Which brings us to our addict-in-chief, President George W. Bush. As we all know, Bush stopped being a sloppy drunk with divine intervention from the Rev. Billy Graham. But that doesn't mean he doesn't have other addictions. Like debt.
The problem is that when the president is an addict of any kind, we all suffer. Look at Clinton and sex.
Do the math. When Bush came into office, the national debt was $5.6 trillion. Today it's up nearly 40 percent, to more than $7.7 trillion, and rising.
The cheerleaders in the media have been fantasizing about "economic recovery." But we're not recovering from anything as long as our debt is going up like a rocket. We're still "using," as addicts say.

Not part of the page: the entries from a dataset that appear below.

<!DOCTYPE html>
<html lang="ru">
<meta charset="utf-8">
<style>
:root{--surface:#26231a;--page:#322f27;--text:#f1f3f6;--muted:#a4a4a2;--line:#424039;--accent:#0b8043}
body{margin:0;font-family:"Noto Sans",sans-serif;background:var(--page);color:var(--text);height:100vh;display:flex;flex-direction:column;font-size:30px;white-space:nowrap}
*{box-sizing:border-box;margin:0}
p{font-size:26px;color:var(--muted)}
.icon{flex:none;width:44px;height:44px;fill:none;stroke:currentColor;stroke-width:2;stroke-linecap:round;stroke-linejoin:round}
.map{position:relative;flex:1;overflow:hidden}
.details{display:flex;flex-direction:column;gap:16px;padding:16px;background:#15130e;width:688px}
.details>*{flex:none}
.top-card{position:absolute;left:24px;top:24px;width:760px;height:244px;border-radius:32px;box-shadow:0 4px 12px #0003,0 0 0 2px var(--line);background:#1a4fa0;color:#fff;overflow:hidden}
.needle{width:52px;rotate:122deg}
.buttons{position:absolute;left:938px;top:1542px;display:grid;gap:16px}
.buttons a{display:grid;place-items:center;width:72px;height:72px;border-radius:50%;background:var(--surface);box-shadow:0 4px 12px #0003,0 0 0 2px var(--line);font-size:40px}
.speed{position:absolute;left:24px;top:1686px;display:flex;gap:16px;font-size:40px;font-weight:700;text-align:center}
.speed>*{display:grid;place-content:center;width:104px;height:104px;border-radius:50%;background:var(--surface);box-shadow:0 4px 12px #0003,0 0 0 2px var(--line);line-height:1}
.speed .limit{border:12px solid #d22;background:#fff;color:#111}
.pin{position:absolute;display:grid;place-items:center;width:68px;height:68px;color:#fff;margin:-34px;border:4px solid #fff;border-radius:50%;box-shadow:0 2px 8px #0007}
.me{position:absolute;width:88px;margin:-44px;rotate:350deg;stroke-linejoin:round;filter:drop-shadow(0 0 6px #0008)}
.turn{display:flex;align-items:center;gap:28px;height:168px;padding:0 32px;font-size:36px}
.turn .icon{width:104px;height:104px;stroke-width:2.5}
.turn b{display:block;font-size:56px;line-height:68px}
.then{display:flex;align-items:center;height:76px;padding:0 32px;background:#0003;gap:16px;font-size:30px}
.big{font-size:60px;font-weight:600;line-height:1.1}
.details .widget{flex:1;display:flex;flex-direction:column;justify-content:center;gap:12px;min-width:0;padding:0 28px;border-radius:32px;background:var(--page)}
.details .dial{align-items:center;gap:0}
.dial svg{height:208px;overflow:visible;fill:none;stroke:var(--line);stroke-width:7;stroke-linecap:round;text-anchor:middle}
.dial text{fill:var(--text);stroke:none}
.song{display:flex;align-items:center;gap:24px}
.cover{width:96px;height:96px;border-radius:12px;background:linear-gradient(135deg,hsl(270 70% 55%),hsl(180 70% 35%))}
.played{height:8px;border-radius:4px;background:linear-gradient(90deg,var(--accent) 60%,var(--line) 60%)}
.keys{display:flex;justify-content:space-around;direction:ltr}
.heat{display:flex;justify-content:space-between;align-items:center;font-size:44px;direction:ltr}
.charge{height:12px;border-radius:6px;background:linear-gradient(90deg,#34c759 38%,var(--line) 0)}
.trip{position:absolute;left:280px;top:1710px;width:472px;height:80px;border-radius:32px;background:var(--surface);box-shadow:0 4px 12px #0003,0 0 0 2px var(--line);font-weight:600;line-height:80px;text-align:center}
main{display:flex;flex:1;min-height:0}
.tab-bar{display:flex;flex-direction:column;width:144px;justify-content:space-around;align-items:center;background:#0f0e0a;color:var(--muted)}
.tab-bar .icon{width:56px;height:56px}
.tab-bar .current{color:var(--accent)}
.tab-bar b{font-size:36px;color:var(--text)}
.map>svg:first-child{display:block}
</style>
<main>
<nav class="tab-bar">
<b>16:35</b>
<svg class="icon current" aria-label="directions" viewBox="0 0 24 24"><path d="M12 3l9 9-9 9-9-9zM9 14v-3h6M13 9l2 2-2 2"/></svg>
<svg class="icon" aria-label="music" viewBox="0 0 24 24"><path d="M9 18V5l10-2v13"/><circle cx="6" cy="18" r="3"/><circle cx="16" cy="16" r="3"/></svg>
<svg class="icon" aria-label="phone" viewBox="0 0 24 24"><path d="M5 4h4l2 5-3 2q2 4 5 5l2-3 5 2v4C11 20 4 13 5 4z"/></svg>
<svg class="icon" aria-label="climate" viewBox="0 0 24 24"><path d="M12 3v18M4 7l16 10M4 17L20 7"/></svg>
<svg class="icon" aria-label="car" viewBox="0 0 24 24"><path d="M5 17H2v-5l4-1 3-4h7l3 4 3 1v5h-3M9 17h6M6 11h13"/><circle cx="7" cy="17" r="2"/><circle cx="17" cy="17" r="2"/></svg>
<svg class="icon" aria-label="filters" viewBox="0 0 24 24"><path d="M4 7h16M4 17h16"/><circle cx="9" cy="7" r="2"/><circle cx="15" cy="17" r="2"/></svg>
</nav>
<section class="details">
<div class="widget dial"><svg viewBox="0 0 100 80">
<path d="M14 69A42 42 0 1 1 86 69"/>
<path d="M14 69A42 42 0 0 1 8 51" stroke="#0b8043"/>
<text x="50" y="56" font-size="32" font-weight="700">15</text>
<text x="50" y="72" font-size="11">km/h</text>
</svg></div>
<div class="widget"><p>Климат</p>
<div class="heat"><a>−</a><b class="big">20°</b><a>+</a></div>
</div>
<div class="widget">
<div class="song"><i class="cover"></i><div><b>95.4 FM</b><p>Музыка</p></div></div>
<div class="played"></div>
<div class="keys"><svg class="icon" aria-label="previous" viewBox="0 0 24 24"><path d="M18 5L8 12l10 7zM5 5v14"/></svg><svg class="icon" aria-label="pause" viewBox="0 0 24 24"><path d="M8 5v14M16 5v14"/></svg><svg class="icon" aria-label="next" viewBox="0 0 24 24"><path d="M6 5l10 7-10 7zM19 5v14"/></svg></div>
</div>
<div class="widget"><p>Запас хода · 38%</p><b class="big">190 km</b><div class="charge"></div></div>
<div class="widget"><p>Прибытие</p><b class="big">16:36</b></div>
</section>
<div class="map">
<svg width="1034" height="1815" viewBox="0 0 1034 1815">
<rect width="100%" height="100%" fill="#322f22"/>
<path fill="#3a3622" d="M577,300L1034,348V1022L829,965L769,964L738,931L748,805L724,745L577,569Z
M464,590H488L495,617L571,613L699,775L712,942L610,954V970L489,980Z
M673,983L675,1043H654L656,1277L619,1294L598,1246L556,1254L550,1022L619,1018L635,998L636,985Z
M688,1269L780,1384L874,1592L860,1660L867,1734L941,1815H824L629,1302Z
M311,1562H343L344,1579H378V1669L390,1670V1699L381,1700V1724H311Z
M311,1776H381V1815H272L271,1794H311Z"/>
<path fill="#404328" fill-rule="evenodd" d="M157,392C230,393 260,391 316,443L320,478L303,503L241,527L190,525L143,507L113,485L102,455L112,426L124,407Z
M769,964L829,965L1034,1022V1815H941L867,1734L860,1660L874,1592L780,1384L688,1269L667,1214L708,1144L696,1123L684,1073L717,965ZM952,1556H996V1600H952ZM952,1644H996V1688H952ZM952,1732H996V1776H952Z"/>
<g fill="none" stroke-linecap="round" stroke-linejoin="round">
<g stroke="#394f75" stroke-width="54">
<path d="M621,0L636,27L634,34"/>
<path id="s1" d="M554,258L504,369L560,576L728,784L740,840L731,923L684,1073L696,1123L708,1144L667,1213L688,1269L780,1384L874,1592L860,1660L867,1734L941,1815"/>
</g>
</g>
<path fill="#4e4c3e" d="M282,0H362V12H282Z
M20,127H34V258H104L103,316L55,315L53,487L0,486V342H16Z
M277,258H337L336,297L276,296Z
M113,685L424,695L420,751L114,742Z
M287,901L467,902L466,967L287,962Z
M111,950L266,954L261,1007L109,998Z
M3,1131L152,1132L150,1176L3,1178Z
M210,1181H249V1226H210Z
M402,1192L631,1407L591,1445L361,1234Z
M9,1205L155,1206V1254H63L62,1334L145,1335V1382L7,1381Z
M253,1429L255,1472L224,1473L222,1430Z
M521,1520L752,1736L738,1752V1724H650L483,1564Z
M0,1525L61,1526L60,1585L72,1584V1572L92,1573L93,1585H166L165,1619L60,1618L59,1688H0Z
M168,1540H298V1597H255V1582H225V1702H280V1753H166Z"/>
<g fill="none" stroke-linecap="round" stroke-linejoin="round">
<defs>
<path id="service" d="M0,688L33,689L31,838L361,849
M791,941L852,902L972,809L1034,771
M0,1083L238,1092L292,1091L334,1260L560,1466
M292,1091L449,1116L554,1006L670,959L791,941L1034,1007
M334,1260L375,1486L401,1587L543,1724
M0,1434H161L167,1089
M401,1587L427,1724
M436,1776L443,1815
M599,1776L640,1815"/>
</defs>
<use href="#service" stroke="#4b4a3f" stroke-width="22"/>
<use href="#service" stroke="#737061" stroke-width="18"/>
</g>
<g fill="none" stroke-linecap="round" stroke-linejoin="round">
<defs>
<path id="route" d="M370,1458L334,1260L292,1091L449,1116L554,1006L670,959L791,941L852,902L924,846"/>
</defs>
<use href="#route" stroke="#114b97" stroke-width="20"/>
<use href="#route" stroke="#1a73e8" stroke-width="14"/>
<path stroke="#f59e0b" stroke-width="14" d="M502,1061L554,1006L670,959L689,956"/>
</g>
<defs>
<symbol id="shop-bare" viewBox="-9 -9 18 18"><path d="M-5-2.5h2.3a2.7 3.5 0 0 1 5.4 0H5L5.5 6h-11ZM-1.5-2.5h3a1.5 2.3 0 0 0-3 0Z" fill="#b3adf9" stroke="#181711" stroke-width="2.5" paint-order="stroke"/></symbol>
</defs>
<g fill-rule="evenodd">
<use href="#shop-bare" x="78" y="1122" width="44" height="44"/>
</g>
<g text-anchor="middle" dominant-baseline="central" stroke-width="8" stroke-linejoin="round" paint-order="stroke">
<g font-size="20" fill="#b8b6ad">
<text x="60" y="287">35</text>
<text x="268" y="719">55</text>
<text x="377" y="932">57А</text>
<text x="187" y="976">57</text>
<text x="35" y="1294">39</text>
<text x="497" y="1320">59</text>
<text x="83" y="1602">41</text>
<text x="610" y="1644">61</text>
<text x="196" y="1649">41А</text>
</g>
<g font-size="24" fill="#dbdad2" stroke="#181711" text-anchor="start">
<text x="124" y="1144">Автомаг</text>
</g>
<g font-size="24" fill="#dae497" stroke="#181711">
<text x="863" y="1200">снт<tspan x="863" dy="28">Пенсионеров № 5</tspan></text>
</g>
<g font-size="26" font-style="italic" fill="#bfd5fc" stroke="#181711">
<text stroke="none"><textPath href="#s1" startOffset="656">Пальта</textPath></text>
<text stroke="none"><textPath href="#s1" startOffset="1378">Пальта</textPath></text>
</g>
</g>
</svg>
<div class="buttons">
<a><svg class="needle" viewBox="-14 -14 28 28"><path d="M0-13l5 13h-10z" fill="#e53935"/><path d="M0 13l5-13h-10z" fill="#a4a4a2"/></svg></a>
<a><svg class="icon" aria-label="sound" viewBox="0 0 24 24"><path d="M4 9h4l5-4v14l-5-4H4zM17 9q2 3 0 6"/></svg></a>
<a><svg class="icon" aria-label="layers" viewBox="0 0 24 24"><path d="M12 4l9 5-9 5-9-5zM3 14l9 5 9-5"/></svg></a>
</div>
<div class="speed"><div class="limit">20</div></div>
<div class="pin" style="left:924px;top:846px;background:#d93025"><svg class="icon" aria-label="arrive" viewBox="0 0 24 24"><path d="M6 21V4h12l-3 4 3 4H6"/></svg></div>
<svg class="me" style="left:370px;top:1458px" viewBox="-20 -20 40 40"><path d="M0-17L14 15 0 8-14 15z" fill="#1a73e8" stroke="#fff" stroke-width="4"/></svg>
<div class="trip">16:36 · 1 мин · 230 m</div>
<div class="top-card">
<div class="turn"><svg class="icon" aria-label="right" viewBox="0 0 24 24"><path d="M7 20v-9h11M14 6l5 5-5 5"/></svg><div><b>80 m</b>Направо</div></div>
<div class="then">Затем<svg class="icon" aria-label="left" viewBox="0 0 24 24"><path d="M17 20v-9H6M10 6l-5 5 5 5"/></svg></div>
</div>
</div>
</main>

The weird thing is that our addict-in-chief is like the drunk who hopes to hide the liquor on his breath by loudly declaring that some fellow drunk in the corner should be arrested. He's abusing debt on a grand scale, while punishing regular guys who've lost their jobs.
The bankruptcy bill is the perfect storm: a breathtakingly greedy attack against the American middle class at the very time that middle-class Americans are becoming more vulnerable than ever.
The economy is crippled by debt. The stock market is teetering. Higher gas prices and inflation are forcing consumers and businesses to spend less on other things. Incomes are stagnant. Medical costs are soaring and insurance coverage dwindling. And the housing bubble looks like a pinata just before the first kid gets the stick.
Yet the credit-industry predators are able to blame all the problems on consumers. The law takes no action against the companies and banks that entice gullible people into using the fantastic plastic, or against mortgage companies that offer mysterious new loans with interest rates poised to explode upward.
Of course, the federal debt isn't held by credit-card companies. It's held largely by China and Japan. If our economy goes bust, we'd better hope that our creditors across the Pacific are a hell of a lot nicer than banks in New York.